■ **EXERCISE**
An unaltered copy of every line below is the expected output.

□ □ □ □ □ □ □

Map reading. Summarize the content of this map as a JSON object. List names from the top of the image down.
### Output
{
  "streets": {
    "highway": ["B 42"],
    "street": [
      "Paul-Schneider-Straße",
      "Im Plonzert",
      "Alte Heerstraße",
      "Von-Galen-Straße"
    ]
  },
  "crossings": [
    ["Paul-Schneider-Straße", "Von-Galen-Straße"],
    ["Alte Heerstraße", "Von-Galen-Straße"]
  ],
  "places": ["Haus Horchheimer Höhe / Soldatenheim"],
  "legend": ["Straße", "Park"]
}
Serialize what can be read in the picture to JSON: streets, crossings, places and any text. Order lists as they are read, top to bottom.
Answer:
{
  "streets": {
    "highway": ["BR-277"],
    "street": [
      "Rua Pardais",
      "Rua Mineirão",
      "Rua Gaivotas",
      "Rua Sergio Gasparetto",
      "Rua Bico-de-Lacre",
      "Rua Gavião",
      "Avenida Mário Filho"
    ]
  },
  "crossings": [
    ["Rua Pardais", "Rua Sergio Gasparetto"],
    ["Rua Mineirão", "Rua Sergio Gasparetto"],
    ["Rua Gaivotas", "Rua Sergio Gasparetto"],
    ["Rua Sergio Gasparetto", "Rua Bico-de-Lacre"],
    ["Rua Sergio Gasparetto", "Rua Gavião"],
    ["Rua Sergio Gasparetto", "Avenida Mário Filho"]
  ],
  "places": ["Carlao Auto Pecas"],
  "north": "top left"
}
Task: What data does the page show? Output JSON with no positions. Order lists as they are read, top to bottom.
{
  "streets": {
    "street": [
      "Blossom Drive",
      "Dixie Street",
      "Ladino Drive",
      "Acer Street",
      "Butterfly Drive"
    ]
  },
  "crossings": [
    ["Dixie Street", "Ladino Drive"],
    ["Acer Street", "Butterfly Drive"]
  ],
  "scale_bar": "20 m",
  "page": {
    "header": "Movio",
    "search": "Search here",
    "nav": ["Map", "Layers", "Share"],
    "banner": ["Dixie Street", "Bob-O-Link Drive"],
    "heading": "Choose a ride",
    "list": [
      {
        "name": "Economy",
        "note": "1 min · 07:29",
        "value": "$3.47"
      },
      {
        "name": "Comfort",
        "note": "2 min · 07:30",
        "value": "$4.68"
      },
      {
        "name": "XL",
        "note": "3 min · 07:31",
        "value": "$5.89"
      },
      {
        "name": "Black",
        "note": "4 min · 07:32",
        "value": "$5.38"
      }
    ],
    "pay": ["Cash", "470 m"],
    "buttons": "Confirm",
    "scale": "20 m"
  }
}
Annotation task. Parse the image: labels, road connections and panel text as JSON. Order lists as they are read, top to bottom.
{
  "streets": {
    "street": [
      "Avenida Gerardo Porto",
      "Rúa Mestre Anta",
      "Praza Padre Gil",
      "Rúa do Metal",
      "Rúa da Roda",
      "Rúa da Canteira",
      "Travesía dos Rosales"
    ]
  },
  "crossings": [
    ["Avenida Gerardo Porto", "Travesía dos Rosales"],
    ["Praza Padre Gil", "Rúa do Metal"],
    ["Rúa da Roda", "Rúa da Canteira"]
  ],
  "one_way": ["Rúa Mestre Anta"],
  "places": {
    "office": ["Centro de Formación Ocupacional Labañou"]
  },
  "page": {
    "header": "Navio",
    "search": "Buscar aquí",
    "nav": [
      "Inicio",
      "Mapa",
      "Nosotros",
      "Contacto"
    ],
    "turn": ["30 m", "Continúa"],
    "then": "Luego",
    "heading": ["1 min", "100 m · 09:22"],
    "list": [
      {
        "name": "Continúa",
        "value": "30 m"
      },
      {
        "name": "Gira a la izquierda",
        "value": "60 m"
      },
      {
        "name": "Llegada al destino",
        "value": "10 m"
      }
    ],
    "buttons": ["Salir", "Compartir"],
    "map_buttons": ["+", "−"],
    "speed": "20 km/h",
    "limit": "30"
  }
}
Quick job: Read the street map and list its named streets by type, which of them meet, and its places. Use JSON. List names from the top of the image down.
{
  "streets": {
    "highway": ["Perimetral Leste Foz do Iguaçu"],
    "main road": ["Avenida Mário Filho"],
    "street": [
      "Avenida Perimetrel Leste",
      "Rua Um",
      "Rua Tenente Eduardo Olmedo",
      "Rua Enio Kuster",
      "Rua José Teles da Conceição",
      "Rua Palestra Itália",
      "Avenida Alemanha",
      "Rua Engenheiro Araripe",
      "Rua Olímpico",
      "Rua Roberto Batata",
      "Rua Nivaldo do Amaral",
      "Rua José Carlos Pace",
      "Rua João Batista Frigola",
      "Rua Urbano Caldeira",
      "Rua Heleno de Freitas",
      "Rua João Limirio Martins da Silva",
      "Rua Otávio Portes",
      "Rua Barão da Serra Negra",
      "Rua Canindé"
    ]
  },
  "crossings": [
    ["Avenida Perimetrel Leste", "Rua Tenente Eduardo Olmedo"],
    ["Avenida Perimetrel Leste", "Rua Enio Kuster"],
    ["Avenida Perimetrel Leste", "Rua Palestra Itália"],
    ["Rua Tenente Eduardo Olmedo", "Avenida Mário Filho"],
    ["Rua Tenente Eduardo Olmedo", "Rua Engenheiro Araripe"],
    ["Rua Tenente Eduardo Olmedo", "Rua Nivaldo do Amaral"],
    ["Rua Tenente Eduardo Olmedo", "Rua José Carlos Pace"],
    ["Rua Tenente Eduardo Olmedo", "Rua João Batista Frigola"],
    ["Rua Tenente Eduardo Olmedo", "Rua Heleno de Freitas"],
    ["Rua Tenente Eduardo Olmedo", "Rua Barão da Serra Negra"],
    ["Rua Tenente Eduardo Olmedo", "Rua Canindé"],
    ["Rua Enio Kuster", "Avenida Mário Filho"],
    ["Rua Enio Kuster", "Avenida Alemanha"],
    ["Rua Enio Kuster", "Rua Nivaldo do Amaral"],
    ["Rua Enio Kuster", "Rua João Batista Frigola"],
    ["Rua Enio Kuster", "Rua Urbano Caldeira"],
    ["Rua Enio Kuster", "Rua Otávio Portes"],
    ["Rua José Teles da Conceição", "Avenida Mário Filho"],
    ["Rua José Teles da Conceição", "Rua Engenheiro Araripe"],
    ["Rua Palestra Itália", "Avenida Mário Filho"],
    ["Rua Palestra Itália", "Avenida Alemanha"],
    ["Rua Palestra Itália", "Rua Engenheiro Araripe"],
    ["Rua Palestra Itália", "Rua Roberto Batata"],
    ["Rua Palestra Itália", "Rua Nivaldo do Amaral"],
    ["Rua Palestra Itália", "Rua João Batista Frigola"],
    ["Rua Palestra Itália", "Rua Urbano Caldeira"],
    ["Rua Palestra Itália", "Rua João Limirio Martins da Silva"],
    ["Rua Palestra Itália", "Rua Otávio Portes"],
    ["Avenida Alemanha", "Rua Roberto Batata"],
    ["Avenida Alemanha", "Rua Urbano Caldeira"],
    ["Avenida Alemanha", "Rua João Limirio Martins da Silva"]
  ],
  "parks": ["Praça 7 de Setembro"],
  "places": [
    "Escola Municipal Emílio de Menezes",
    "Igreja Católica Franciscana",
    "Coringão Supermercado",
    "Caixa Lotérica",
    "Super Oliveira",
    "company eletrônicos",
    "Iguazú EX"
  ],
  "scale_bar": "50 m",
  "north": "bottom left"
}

□ □ □ □ □ □ □

■ **EXERCISE RESULT**
Map reading. Summarize the content of this map as a JSON object. List names from the top of the image down.
### Output
{
  "streets": {
    "highway": ["B 42"],
    "street": [
      "Paul-Schneider-Straße",
      "Im Plonzert",
      "Alte Heerstraße",
      "Von-Galen-Straße"
    ]
  },
  "crossings": [
    ["Paul-Schneider-Straße", "Von-Galen-Straße"],
    ["Alte Heerstraße", "Von-Galen-Straße"]
  ],
  "places": ["Haus Horchheimer Höhe / Soldatenheim"],
  "legend": ["Straße", "Park"]
}
Serialize what can be read in the picture to JSON: streets, crossings, places and any text. Order lists as they are read, top to bottom.
Answer:
{
  "streets": {
    "highway": ["BR-277"],
    "street": [
      "Rua Pardais",
      "Rua Mineirão",
      "Rua Gaivotas",
      "Rua Sergio Gasparetto",
      "Rua Bico-de-Lacre",
      "Rua Gavião",
      "Avenida Mário Filho"
    ]
  },
  "crossings": [
    ["Rua Pardais", "Rua Sergio Gasparetto"],
    ["Rua Mineirão", "Rua Sergio Gasparetto"],
    ["Rua Gaivotas", "Rua Sergio Gasparetto"],
    ["Rua Sergio Gasparetto", "Rua Bico-de-Lacre"],
    ["Rua Sergio Gasparetto", "Rua Gavião"],
    ["Rua Sergio Gasparetto", "Avenida Mário Filho"]
  ],
  "places": ["Carlao Auto Pecas"],
  "north": "top left"
}
Task: What data does the page show? Output JSON with no positions. Order lists as they are read, top to bottom.
{
  "streets": {
    "street": [
      "Blossom Drive",
      "Dixie Street",
      "Ladino Drive",
      "Acer Street",
      "Butterfly Drive"
    ]
  },
  "crossings": [
    ["Dixie Street", "Ladino Drive"],
    ["Acer Street", "Butterfly Drive"]
  ],
  "scale_bar": "20 m",
  "page": {
    "header": "Movio",
    "search": "Search here",
    "nav": ["Map", "Layers", "Share"],
    "banner": ["Dixie Street", "Bob-O-Link Drive"],
    "heading": "Choose a ride",
    "list": [
      {
        "name": "Economy",
        "note": "1 min · 07:29",
        "value": "$3.47"
      },
      {
        "name": "Comfort",
        "note": "2 min · 07:30",
        "value": "$4.68"
      },
      {
        "name": "XL",
        "note": "3 min · 07:31",
        "value": "$5.89"
      },
      {
        "name": "Black",
        "note": "4 min · 07:32",
        "value": "$5.38"
      }
    ],
    "pay": ["Cash", "470 m"],
    "buttons": "Confirm",
    "scale": "20 m"
  }
}
Annotation task. Parse the image: labels, road connections and panel text as JSON. Order lists as they are read, top to bottom.
{
  "streets": {
    "street": [
      "Avenida Gerardo Porto",
      "Rúa Mestre Anta",
      "Praza Padre Gil",
      "Rúa do Metal",
      "Rúa da Roda",
      "Rúa da Canteira",
      "Travesía dos Rosales"
    ]
  },
  "crossings": [
    ["Avenida Gerardo Porto", "Travesía dos Rosales"],
    ["Praza Padre Gil", "Rúa do Metal"],
    ["Rúa da Roda", "Rúa da Canteira"]
  ],
  "one_way": ["Rúa Mestre Anta"],
  "places": {
    "office": ["Centro de Formación Ocupacional Labañou"]
  },
  "page": {
    "header": "Navio",
    "search": "Buscar aquí",
    "nav": [
      "Inicio",
      "Mapa",
      "Nosotros",
      "Contacto"
    ],
    "turn": ["30 m", "Continúa"],
    "then": "Luego",
    "heading": ["1 min", "100 m · 09:22"],
    "list": [
      {
        "name": "Continúa",
        "value": "30 m"
      },
      {
        "name": "Gira a la izquierda",
        "value": "60 m"
      },
      {
        "name": "Llegada al destino",
        "value": "10 m"
      }
    ],
    "buttons": ["Salir", "Compartir"],
    "map_buttons": ["+", "−"],
    "speed": "20 km/h",
    "limit": "30"
  }
}
Quick job: Read the street map and list its named streets by type, which of them meet, and its places. Use JSON. List names from the top of the image down.
{
  "streets": {
    "highway": ["Perimetral Leste Foz do Iguaçu"],
    "main road": ["Avenida Mário Filho"],
    "street": [
      "Avenida Perimetrel Leste",
      "Rua Um",
      "Rua Tenente Eduardo Olmedo",
      "Rua Enio Kuster",
      "Rua José Teles da Conceição",
      "Rua Palestra Itália",
      "Avenida Alemanha",
      "Rua Engenheiro Araripe",
      "Rua Olímpico",
      "Rua Roberto Batata",
      "Rua Nivaldo do Amaral",
      "Rua José Carlos Pace",
      "Rua João Batista Frigola",
      "Rua Urbano Caldeira",
      "Rua Heleno de Freitas",
      "Rua João Limirio Martins da Silva",
      "Rua Otávio Portes",
      "Rua Barão da Serra Negra",
      "Rua Canindé"
    ]
  },
  "crossings": [
    ["Avenida Perimetrel Leste", "Rua Tenente Eduardo Olmedo"],
    ["Avenida Perimetrel Leste", "Rua Enio Kuster"],
    ["Avenida Perimetrel Leste", "Rua Palestra Itália"],
    ["Rua Tenente Eduardo Olmedo", "Avenida Mário Filho"],
    ["Rua Tenente Eduardo Olmedo", "Rua Engenheiro Araripe"],
    ["Rua Tenente Eduardo Olmedo", "Rua Nivaldo do Amaral"],
    ["Rua Tenente Eduardo Olmedo", "Rua José Carlos Pace"],
    ["Rua Tenente Eduardo Olmedo", "Rua João Batista Frigola"],
    ["Rua Tenente Eduardo Olmedo", "Rua Heleno de Freitas"],
    ["Rua Tenente Eduardo Olmedo", "Rua Barão da Serra Negra"],
    ["Rua Tenente Eduardo Olmedo", "Rua Canindé"],
    ["Rua Enio Kuster", "Avenida Mário Filho"],
    ["Rua Enio Kuster", "Avenida Alemanha"],
    ["Rua Enio Kuster", "Rua Nivaldo do Amaral"],
    ["Rua Enio Kuster", "Rua João Batista Frigola"],
    ["Rua Enio Kuster", "Rua Urbano Caldeira"],
    ["Rua Enio Kuster", "Rua Otávio Portes"],
    ["Rua José Teles da Conceição", "Avenida Mário Filho"],
    ["Rua José Teles da Conceição", "Rua Engenheiro Araripe"],
    ["Rua Palestra Itália", "Avenida Mário Filho"],
    ["Rua Palestra Itália", "Avenida Alemanha"],
    ["Rua Palestra Itália", "Rua Engenheiro Araripe"],
    ["Rua Palestra Itália", "Rua Roberto Batata"],
    ["Rua Palestra Itália", "Rua Nivaldo do Amaral"],
    ["Rua Palestra Itália", "Rua João Batista Frigola"],
    ["Rua Palestra Itália", "Rua Urbano Caldeira"],
    ["Rua Palestra Itália", "Rua João Limirio Martins da Silva"],
    ["Rua Palestra Itália", "Rua Otávio Portes"],
    ["Avenida Alemanha", "Rua Roberto Batata"],
    ["Avenida Alemanha", "Rua Urbano Caldeira"],
    ["Avenida Alemanha", "Rua João Limirio Martins da Silva"]
  ],
  "parks": ["Praça 7 de Setembro"],
  "places": [
    "Escola Municipal Emílio de Menezes",
    "Igreja Católica Franciscana",
    "Coringão Supermercado",
    "Caixa Lotérica",
    "Super Oliveira",
    "company eletrônicos",
    "Iguazú EX"
  ],
  "scale_bar": "50 m",
  "north": "bottom left"
}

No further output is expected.